Ab initio electronic structure theory as an aid to understanding excited state hydrogen transfer in moderate to large systems

Abstract

Hypocrellin and hypericin are naturally occurring polycyclic perylene quinones, and they have both been found to exhibit photoactivated antiviral and anticancer activity. One mode of action proposed involves excited-state hydrogen transfer. Consequently these compounds have been widely studied using spectroscopic methods, and are found to both absorb and emit in the visible region. Recently an analog dihydroxy perylene quinone was synthesized in order to examine its antiviral activity in relation to the naturally occurring compounds. Its UV-visible absorption and emission spectra are quite different to those of hypocrellin and hypericin, with very weak absorption and no visibility of emission at all.
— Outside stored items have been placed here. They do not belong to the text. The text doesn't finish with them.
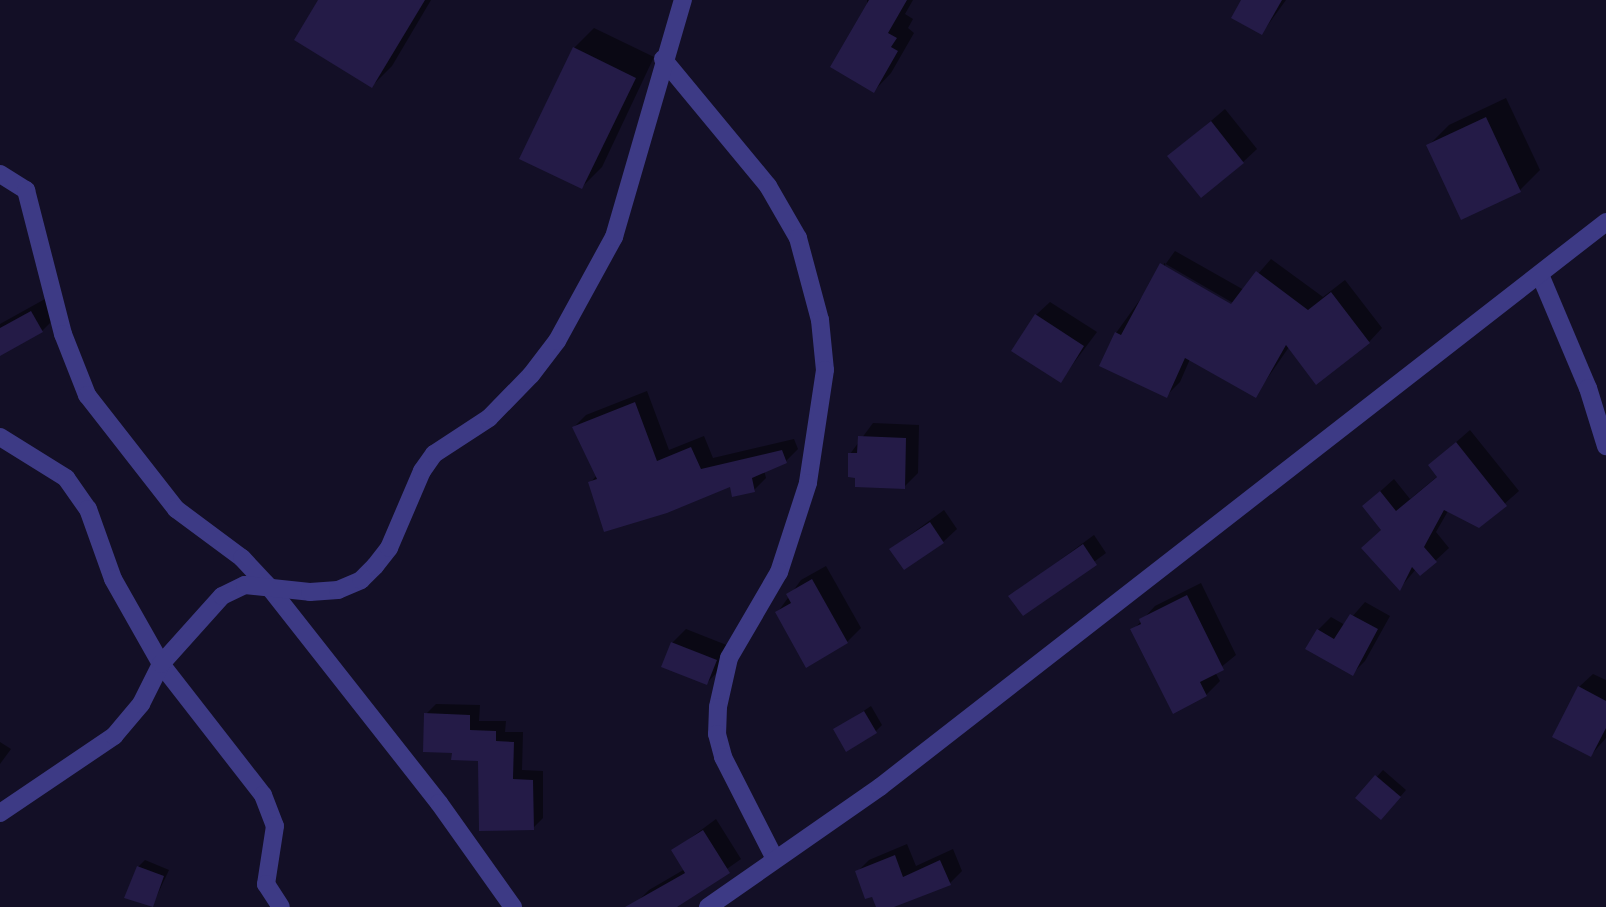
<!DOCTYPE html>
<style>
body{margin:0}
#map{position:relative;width:1606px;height:907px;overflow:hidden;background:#130f26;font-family:Signika,sans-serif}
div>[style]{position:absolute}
.shadow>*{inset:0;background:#0007}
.building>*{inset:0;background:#241b47}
.street>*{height:18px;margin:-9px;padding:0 9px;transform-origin:9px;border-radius:9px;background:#3d3a85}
span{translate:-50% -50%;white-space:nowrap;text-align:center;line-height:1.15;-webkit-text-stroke:5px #130f26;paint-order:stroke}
</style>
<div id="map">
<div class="shadow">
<i style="clip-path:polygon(320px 0,431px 0,392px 66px,372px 86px)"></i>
<i style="clip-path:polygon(867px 0,913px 0,905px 14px,913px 19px,908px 28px,914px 33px,891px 73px,874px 91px)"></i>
<i style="clip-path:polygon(1243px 0,1286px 0,1262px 33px)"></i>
<i style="clip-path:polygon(594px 28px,654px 57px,602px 167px,582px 187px,574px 48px)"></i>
<i style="clip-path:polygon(1506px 98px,1540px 170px,1520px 190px,1429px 145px,1449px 125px)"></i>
<i style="clip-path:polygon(1225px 109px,1257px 149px,1243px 162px,1170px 156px)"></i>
<i style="clip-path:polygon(evenodd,1175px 251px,1244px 290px,1271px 259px,1323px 297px,1345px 280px,1382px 328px,1369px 342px,1289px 347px,1255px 396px,1190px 359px,1180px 382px,1166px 396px,1116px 333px,1175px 251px,1164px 263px,1240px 307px,1238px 310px,1164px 267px,1164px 263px)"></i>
<i style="clip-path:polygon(45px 299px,56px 317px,42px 331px,0 354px,0 324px)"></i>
<i style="clip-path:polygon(1050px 302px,1097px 332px,1061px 380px,1036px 315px)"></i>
<i style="clip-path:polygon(647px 391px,669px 450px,704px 436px,713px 458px,794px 439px,798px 449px,786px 461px,764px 470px,766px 478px,754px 490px,731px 484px,590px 483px,597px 475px,574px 427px,586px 415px)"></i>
<i style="clip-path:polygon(873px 423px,919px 425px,918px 473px,904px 487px,850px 454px)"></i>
<i style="clip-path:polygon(1470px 430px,1519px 491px,1479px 526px,1448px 511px,1436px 532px,1449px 548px,1435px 561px,1416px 569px,1400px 588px,1383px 529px,1364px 506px,1394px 479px,1410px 499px,1439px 475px,1430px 465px)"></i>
<i style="clip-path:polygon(944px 510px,957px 529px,943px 542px,891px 549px)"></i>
<i style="clip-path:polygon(1094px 535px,1106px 553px,1023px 614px,1011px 596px)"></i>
<i style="clip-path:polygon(826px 566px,861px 628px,847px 642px,807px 665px,777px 613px,801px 580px)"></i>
<i style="clip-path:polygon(1201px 583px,1236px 655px,1215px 672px,1220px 681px,1206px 695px,1133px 630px,1155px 606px)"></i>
<i style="clip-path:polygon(1365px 602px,1390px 616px,1365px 661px,1352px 674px,1318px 630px,1331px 617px,1345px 625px)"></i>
<i style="clip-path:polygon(686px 629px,729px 646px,720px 669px,707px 683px,672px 643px)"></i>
<i style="clip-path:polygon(1593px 674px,1606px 680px,1606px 738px,1591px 755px,1579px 687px)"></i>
<i style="clip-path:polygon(436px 704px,480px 705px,479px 721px,506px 721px,505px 732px,523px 732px,522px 770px,543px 771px,543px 818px,533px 828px,479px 760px,454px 751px,426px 714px)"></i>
<i style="clip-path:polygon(871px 706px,882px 725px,876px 731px,835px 730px)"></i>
<i style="clip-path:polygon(0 742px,11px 749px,0 764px)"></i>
<i style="clip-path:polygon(1383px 770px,1406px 790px,1388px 811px,1358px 798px)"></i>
<i style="clip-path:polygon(716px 819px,741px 859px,673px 907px,640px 907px,637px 902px,649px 890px,685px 869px,673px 851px)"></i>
<i style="clip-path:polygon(907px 844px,916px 866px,953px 849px,962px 871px,950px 883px,889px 907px,878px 907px,857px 872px,869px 860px)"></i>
<i style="clip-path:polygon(145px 860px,169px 870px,152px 906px,138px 867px)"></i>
</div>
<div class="building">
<i style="clip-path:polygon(318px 0,425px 0,372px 88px,294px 40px)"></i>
<i style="clip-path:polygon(869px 0,907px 0,888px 33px,897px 38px,891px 47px,898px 51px,874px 93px,830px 67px)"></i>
<i style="clip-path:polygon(1241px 0,1282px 0,1262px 35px,1231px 18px)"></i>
<i style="clip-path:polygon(573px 47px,636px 78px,582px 189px,519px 159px)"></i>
<i style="clip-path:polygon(1486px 117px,1521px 192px,1461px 220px,1426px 145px)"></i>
<i style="clip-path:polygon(1211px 121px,1244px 163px,1201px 198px,1167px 156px)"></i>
<i style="clip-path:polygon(1160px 263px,1231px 304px,1256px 271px,1308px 310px,1331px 292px,1370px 343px,1316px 385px,1286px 345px,1256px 398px,1185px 358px,1167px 398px,1099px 366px,1115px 332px,1121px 335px)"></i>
<i style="clip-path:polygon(31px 311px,43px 332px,0 356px,0 328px)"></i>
<i style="clip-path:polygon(1035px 314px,1084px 346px,1061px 383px,1011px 351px)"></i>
<i style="clip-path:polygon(635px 402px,657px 461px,691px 447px,701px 469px,782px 450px,787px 463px,752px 478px,755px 492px,732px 497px,730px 487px,667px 513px,604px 532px,588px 482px,597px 479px,572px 427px)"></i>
<i style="clip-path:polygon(858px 436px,906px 438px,905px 489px,855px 487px,855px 478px,848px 477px,848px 453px,857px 453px)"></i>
<i style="clip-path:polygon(1456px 442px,1507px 506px,1479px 528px,1444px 510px,1424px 547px,1437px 562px,1420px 576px,1412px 567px,1400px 591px,1361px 548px,1381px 530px,1362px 506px,1380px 491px,1396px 511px,1437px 477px,1428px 465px)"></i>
<i style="clip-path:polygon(930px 522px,944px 543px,904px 570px,889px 549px)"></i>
<i style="clip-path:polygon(1083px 544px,1097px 565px,1023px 616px,1008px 596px)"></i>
<i style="clip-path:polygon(812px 579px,848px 643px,806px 668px,775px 612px,791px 603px,786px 594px)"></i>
<i style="clip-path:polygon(1187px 595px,1224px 670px,1200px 682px,1207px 696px,1173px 714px,1130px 629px,1141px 624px,1139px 619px)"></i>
<i style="clip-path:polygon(1350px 614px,1378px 629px,1353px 676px,1305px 649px,1317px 629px,1334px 639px)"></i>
<i style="clip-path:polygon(671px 642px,717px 660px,707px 685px,661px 667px)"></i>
<i style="clip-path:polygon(1578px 686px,1606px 701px,1606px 728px,1591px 757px,1552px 737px)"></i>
<i style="clip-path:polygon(864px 711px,877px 733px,846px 752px,833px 729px)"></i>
<i style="clip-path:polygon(424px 713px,470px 715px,470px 730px,496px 731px,496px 741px,514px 742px,513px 779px,533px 780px,534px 830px,479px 831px,478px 761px,451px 760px,452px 753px,423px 752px)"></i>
<i style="clip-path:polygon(1375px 775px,1401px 797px,1381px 820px,1355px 798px)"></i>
<i style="clip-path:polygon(703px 830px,730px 873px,677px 907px,625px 907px,685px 873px,671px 850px)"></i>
<i style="clip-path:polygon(895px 855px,903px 877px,940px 860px,951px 885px,894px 907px,876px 907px,872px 897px,865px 899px,855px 871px)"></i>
<i style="clip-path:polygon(137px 866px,164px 876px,153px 907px,124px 898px)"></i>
</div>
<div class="street">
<i style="left:663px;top:59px;width:165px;rotate:50.4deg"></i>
<i style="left:768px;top:186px;width:60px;rotate:60deg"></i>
<i style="left:798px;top:238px;width:85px;rotate:75deg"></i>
<i style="left:820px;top:320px;width:50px;rotate:84.3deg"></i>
<i style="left:825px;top:370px;width:114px;rotate:98.6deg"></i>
<i style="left:808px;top:483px;width:94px;rotate:108deg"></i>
<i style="left:779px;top:572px;width:99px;rotate:120.2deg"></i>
<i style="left:729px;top:658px;width:50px;rotate:102.7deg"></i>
<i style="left:718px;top:707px;width:27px;rotate:92deg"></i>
<i style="left:717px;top:734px;width:24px;rotate:75deg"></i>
<i style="left:723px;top:757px;width:114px;rotate:63deg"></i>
<i style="left:0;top:174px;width:31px;rotate:32deg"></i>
<i style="left:26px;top:190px;width:149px;rotate:75.6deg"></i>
<i style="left:63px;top:334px;width:66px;rotate:68.5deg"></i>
<i style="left:87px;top:395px;width:145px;rotate:52deg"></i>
<i style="left:176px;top:509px;width:82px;rotate:36.6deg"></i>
<i style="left:242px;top:558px;width:40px;rotate:47deg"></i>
<i style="left:269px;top:587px;width:275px;rotate:51.8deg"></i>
<i style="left:439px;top:803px;width:128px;rotate:54.6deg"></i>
<i style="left:1541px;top:277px;width:121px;rotate:67.1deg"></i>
<i style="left:1588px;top:388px;width:61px;rotate:72.8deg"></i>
<i style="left:0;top:437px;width:78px;rotate:31.8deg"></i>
<i style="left:66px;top:478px;width:38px;rotate:55deg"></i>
<i style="left:88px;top:509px;width:74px;rotate:70.3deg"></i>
<i style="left:113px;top:579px;width:98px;rotate:60.5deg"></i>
<i style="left:161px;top:664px;width:166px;rotate:52.1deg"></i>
<i style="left:263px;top:795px;width:33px;rotate:69deg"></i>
<i style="left:275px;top:826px;width:59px;rotate:98.8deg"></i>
<i style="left:266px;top:884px;width:27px;rotate:57deg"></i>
<i style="left:0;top:813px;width:138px;rotate:-34deg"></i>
<i style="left:114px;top:736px;width:42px;rotate:-49.8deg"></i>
<i style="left:141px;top:704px;width:45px;rotate:-63.4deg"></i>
<i style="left:161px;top:664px;width:91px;rotate:-48.1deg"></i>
<i style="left:222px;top:596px;width:25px;rotate:-26deg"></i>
<i style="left:245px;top:585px;width:65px;rotate:6.1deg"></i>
<i style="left:310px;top:592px;width:28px;rotate:-4deg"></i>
<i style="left:338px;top:590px;width:25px;rotate:-23deg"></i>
<i style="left:361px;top:580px;width:20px;rotate:-45deg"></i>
<i style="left:375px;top:566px;width:23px;rotate:-52deg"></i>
<i style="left:389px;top:548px;width:84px;rotate:-66.8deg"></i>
<i style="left:422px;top:471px;width:21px;rotate:-55deg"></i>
<i style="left:434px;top:454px;width:66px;rotate:-33.2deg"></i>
<i style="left:489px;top:418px;width:60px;rotate:-45.7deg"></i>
<i style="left:531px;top:375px;width:43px;rotate:-52.6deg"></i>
<i style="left:557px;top:341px;width:119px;rotate:-61.3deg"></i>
<i style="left:614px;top:237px;width:247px;rotate:-73.8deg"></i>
<i style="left:708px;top:907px;width:210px;rotate:-34.9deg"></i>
<i style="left:880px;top:787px;width:920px;rotate:-37.89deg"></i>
</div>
</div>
The ab inito excited-state methods, configuration interaction singles (CIS), state-averaged complete active space self-consistent field (SA–CASSCF), and SA-multireference perturbation theory (SA–MRMP2) are used to examine the origin of this different absorption and emission behavior. Owing to the size of these systems (between 24 and 40 heavy atoms) extensive use of parallel processor algorithms was made, especially a parallel atomic orbital-based CIS energy and gradient code developed at the ABCC. The performance of these methods, and possible ,as well as future directions and prospects are discussed.